一部のマニアの間で流行っていた、グロテスクな表現を中心に描いた作品の中に、実際に人を殺したシーンが収められているというのだ。

「スナッフ」の登場である。

この映画は1974年にアメリカのモナークという映画会社が、フィンドレイ夫婦(マイケル/ロバータ)に製作依頼をして、作られたものだ。
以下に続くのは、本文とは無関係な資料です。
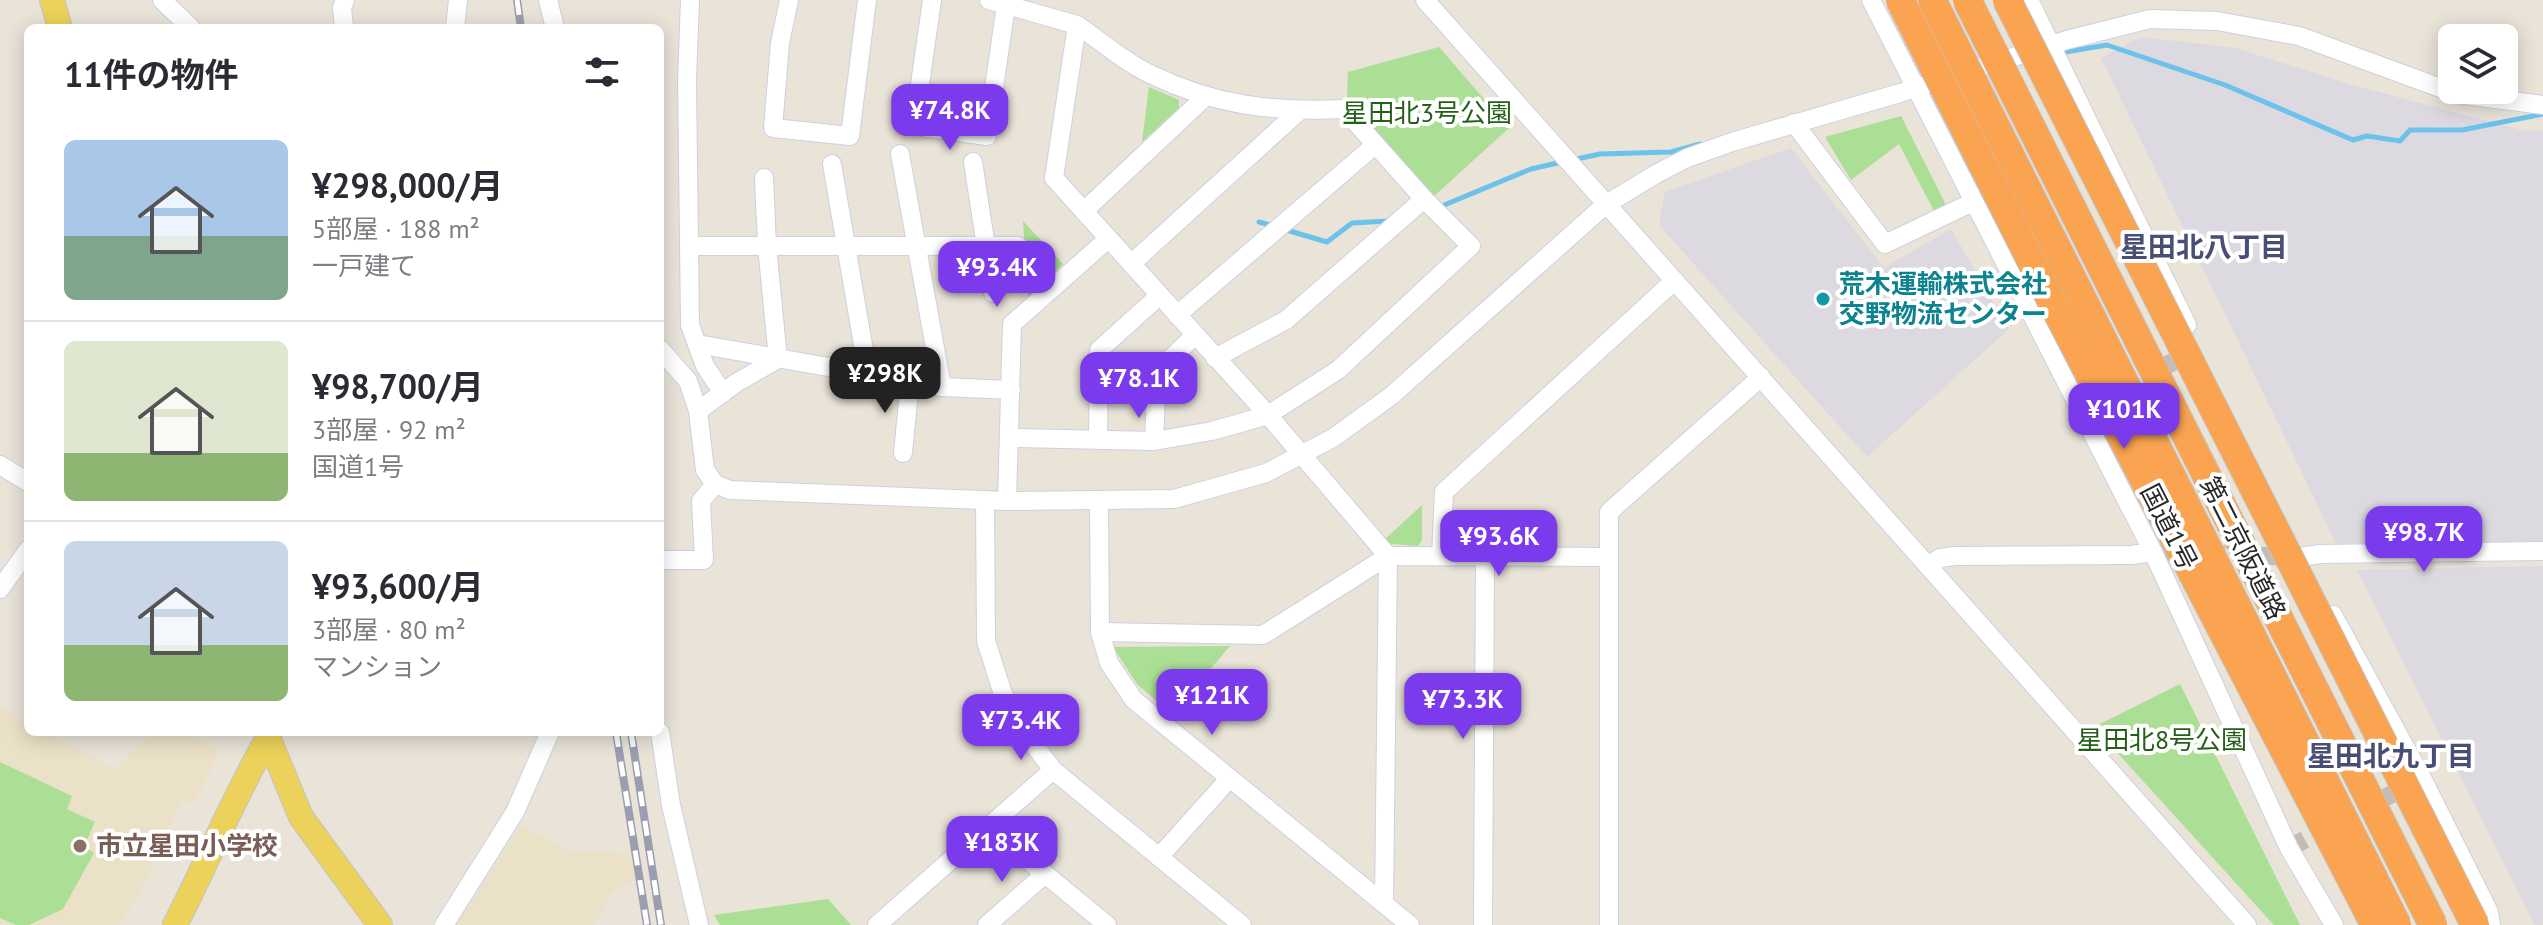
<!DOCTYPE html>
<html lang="ja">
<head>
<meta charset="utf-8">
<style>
  :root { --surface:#fff; --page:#f2f2f3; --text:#2b2b33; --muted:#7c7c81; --line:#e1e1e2; --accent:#7c3aed }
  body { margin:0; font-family:"PT Sans","Noto Sans JP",sans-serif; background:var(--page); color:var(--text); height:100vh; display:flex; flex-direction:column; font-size:30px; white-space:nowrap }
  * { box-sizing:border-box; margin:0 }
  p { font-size:26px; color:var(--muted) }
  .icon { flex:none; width:44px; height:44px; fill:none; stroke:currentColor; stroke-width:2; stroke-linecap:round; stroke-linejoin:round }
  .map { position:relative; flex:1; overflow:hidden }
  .side { position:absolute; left:24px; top:24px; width:640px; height:712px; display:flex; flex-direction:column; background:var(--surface); border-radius:12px; box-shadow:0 4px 20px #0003 }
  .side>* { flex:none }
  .tools { position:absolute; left:2438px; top:24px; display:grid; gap:16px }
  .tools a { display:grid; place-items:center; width:80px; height:80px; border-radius:12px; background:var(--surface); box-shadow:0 4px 20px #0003; font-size:40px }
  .price { position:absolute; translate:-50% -68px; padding:0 18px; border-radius:16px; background:var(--accent); color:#fff; font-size:26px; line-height:52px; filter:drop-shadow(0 2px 4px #0008) }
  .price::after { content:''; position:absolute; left:50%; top:48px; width:24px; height:18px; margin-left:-12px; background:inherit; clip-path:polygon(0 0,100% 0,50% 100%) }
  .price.on { background:#222; color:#fff }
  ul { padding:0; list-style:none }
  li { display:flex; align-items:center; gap:24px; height:200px; padding:0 40px }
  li+li { border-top:2px solid var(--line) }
  li span { display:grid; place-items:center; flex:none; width:224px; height:160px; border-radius:12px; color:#555 }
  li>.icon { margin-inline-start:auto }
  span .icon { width:96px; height:96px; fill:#fffc; stroke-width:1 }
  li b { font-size:34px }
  h2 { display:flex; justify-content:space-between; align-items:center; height:96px; padding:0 40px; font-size:34px }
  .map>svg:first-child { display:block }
  .industrial { fill:#dcd9e1 }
  .education { fill:#ebe1c7 }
  .green { fill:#aadf95 }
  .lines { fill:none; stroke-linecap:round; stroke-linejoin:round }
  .stream { stroke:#6cc2eb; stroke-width:5 }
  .minor-tunnel { stroke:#c2bdb5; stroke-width:18; stroke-dasharray:18 9; stroke-linecap:butt }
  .minor-casing { stroke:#cdd0e0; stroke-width:20 }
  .major-casing { stroke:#c3c3c3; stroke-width:26 }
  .minor { stroke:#fff; stroke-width:18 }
  .major { stroke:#ecd25a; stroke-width:24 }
  .rail-casing { stroke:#9b9db1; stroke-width:8 }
  .rail { stroke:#fff; stroke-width:5; stroke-dasharray:15; stroke-linecap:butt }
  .highway-bridge-casing { stroke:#c3c3c3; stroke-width:30; stroke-linecap:butt }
  .highway-bridge { stroke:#faa452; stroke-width:28 }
  .culture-dot { fill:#0f9aa8; stroke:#fff; stroke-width:3 }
  .education-dot { fill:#8d6e63; stroke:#fff; stroke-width:3 }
  .labels { text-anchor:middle; stroke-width:8; stroke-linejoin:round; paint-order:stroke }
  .park-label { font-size:26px; fill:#25601a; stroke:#fff }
  .culture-label { font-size:26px; font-weight:bold; fill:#0d838f; stroke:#fff; text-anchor:start }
  .street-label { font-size:26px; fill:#272727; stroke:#fff }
  .education-label { font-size:26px; font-weight:bold; fill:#785e54; stroke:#fff; text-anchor:start }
  .neighbourhood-label { font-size:28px; font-weight:bold; fill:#494e75; stroke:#fff }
</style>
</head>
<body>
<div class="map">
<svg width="2543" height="925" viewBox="0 0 2543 925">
  <rect width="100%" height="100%" fill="#e9e3d8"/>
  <g class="industrial">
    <polygon points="2141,37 2235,48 2349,84 2521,130 2543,131 2543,542 2336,543 2101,58"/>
    <polygon points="1791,148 1884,268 1951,229 2009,329 1867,457 1659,225 1665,192"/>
    <polygon points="2543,566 2543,925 2535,925 2357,570"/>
  </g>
  <g class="education">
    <polygon points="0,707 28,722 28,732 46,732 115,770 138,745 156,732 184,732 220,750 194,804 182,800 142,888 120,925 6,925 0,923"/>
    <polygon points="522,825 566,851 629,854 635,878 612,893 593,925 457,925"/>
  </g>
  <g class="green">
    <polygon points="1439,47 1509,128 1433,197 1347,102 1348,72"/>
    <polygon points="1149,87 1179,100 1179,108 1142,142"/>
    <polygon points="1901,116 1947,207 1934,211 1899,144 1851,180 1825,137"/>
    <polygon points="1023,221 1063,264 1028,296"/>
    <polygon points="1422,505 1422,540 1418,546 1381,543"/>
    <polygon points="1230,646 1172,714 1137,684 1113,647"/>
    <polygon points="2180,684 2300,925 2274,925 2094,727"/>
    <polygon points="0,762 72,796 67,809 95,822 84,846 94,853 63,909 29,925 16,925 0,918"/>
    <polygon points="828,899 851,925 720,925 714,915"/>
  </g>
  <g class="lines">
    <g class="stream">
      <polyline points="2059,53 2107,45 2225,85 2353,140 2367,136 2400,141 2410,130 2462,130 2543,114"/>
      <polyline points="1572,160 1600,154 1671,152 1700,144"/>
      <polyline points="1437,208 1531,169 1562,162"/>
      <polyline points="1259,222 1274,226"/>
      <polyline points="1283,229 1327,242 1352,223 1389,221"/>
    </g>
    <g class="minor-tunnel">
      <polyline points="2119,390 2196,350"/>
      <polyline points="2153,552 2298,557"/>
      <polyline points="2289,848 2413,783"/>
    </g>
    <defs>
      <g id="minor">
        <polyline points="162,0 191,28"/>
        <polyline points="548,0 555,28"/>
        <polyline points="690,0 687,81 690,325 705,366 723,393"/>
        <polyline points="789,0 780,43 773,128 850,136 867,0"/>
        <polyline points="932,0 914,126 987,136 1006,5"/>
        <polyline points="989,0 1077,25 1054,178 1268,415 1388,556 1384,904"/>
        <polyline points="1425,0 2247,925"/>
        <polyline points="1871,0 2153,552 2289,848 2334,925"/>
        <polyline points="2029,0 2187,325"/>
        <polyline points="344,28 342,8 345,0"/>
        <polyline points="455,28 458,0"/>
        <polyline points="1794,123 1885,244 1973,202"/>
        <polyline points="900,154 942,387"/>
        <polyline points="973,162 993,293"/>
        <polyline points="832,164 868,374"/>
        <polyline points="1084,211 1205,97"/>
        <polyline points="690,246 1018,246"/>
        <polyline points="1131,264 1299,111"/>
        <polyline points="1177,315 1375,145"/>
        <polyline points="697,344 942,387 1011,390"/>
        <polyline points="660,349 688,381 698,411 705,470 715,484 730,490 1007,501 1174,499 1266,473 1333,438 1391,396 1605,205 1656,174 1687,158 1732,142 1900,93 2067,40 2150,19 2217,21 2299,36 2457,94 2543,105"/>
        <polyline points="1215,358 1286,320 1424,199"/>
        <polyline points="698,411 736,383 778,359 767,246 764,178"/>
        <path d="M 1011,438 L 1154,441 L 1212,431 L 1268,415 L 1338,370 L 1471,246 L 1424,199 L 1344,109 C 1272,112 1216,106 1150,74 C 1124,62 1101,41 1077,25"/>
        <polyline points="1098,440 1099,350 1159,296"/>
        <polyline points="1154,441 1157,372 1195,335"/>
        <polyline points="903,453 910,381"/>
        <polyline points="0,465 28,482"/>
        <polyline points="985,500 986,641 1003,694 1026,734 1053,770 1242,925"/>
        <polyline points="1007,501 1012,324 1108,239"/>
        <polyline points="1099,501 1100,632 1109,663 1134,700 1410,925"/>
        <polyline points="1441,556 1444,492 1674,281"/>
        <polyline points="2301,557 2320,554 2543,551"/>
        <polyline points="660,560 704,560 701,501 715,484"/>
        <polyline points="1928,566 1940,558 1955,556 2131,555 2153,552"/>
        <polyline points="0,589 28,550"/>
        <polyline points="2333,615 2422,778 2489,912 2491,925"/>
        <polyline points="1100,632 1263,635 1388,556 1609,557"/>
        <polyline points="660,732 671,805 699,925"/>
        <polyline points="988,827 1107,925"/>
        <polyline points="1159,857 1229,779"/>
        <polyline points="444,925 515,812 550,732"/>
        <polyline points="877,925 1053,770"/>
        <polyline points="987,925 1045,874"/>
        <polyline points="1483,925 1485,557"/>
        <polyline points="1609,925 1609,512 1761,377"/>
      </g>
      <g id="major">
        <polyline points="52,0 60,28"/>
        <polyline points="266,732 301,817 380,925"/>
        <path d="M 175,925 C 207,863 233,798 268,738"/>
      </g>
    </defs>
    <use href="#minor" class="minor-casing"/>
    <use href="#major" class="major-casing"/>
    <use href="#minor" class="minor"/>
    <use href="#major" class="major"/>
    <defs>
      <g id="rail">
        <polyline points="517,0 521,28"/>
        <polyline points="616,732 647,925"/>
        <polyline points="631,732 661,925"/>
      </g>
    </defs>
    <use href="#rail" class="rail-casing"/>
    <use href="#rail" class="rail"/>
    <defs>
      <g id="highway-bridge">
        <polyline points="1900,0 2053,304 2375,925"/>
        <polyline points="1932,0 2397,925"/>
        <polyline points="1967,0 2433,925"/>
        <polyline points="2007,0 2475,925"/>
      </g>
    </defs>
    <use href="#highway-bridge" class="highway-bridge-casing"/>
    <use href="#highway-bridge" class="highway-bridge"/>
  </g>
  <circle class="culture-dot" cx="1823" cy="299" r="8"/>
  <circle class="education-dot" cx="80" cy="846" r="8"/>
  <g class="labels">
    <g class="park-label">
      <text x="1427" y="122">星田北3号公園</text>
      <text x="2162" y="749">星田北8号公園</text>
    </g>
    <g class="culture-label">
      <text x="1839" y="293">荒木運輸株式会社<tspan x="1839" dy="30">交野物流センター</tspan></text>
    </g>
    <g class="street-label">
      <text transform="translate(2169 527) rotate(63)" y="9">国道1号</text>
      <text transform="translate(2243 548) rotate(63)" y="9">第二京阪道路</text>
    </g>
    <g class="education-label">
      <text x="96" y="855">市立星田小学校</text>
    </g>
    <g class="neighbourhood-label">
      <text x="2204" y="257">星田北八丁目</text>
      <text x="2391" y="766">星田北九丁目</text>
    </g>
  </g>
</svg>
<div class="tools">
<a><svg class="icon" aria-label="layers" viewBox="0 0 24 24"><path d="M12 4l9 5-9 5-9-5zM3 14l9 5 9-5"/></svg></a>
</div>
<b class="price" style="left:950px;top:152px">¥74.8K</b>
<b class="price" style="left:997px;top:309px">¥93.4K</b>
<b class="price on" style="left:885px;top:415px">¥298K</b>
<b class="price" style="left:1139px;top:420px">¥78.1K</b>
<b class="price" style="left:2124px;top:451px">¥101K</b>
<b class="price" style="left:2424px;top:574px">¥98.7K</b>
<b class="price" style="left:1499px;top:578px">¥93.6K</b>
<b class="price" style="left:1212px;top:737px">¥121K</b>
<b class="price" style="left:1463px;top:741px">¥73.3K</b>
<b class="price" style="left:1021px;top:762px">¥73.4K</b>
<b class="price" style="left:1002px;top:884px">¥183K</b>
<section class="side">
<h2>11件の物件<svg class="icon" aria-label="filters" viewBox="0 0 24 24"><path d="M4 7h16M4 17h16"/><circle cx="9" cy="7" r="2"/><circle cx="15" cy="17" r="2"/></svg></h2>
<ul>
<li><span style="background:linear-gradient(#a9c7e8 60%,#7fa58c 0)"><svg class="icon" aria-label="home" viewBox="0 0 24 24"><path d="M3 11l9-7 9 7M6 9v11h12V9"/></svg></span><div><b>¥298,000/月</b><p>5部屋 · 188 m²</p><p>一戸建て</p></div></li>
<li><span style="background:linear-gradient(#dfe7d0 70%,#8fb573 0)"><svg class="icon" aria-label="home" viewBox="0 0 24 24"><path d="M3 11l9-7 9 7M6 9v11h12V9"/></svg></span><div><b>¥98,700/月</b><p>3部屋 · 92 m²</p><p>国道1号</p></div></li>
<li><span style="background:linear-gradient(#c9d6e8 65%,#8fb573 0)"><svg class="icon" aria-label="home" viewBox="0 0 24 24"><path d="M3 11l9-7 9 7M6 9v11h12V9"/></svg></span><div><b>¥93,600/月</b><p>3部屋 · 80 m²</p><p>マンション</p></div></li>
</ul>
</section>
</div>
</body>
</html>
当初「ポルノ風」映画を作るはずであったが、出来上がった作品は、とても上映出来る代物ではなかった。

結果、倉庫に永久保存されることになる。

しかし、その後マフィアが撮った本物の殺人映画が「闇取引」されているとの噂がアメリカで流行すると、これに目をつけたモナークの社長が、後半4分間の殺人風シーンを撮影、永久保存されていた原本の巻末に付け足して映画化することにしたのだ。

これが「スナッフ」の真相である。

今見ると作り物感丸出しでどうにも面白くないのだが、プロモーション効果が大きかったためにヒットしたようだ。

一時期、日本映画の「ギニーピッグ」シリーズが話題になったが、こちらはかなりエグい内容になっている。

そのような玉石混交のビデオマーケットで、本物が紛れているかもしれないという噂は、マニアでなくとも惹かれるものがあった。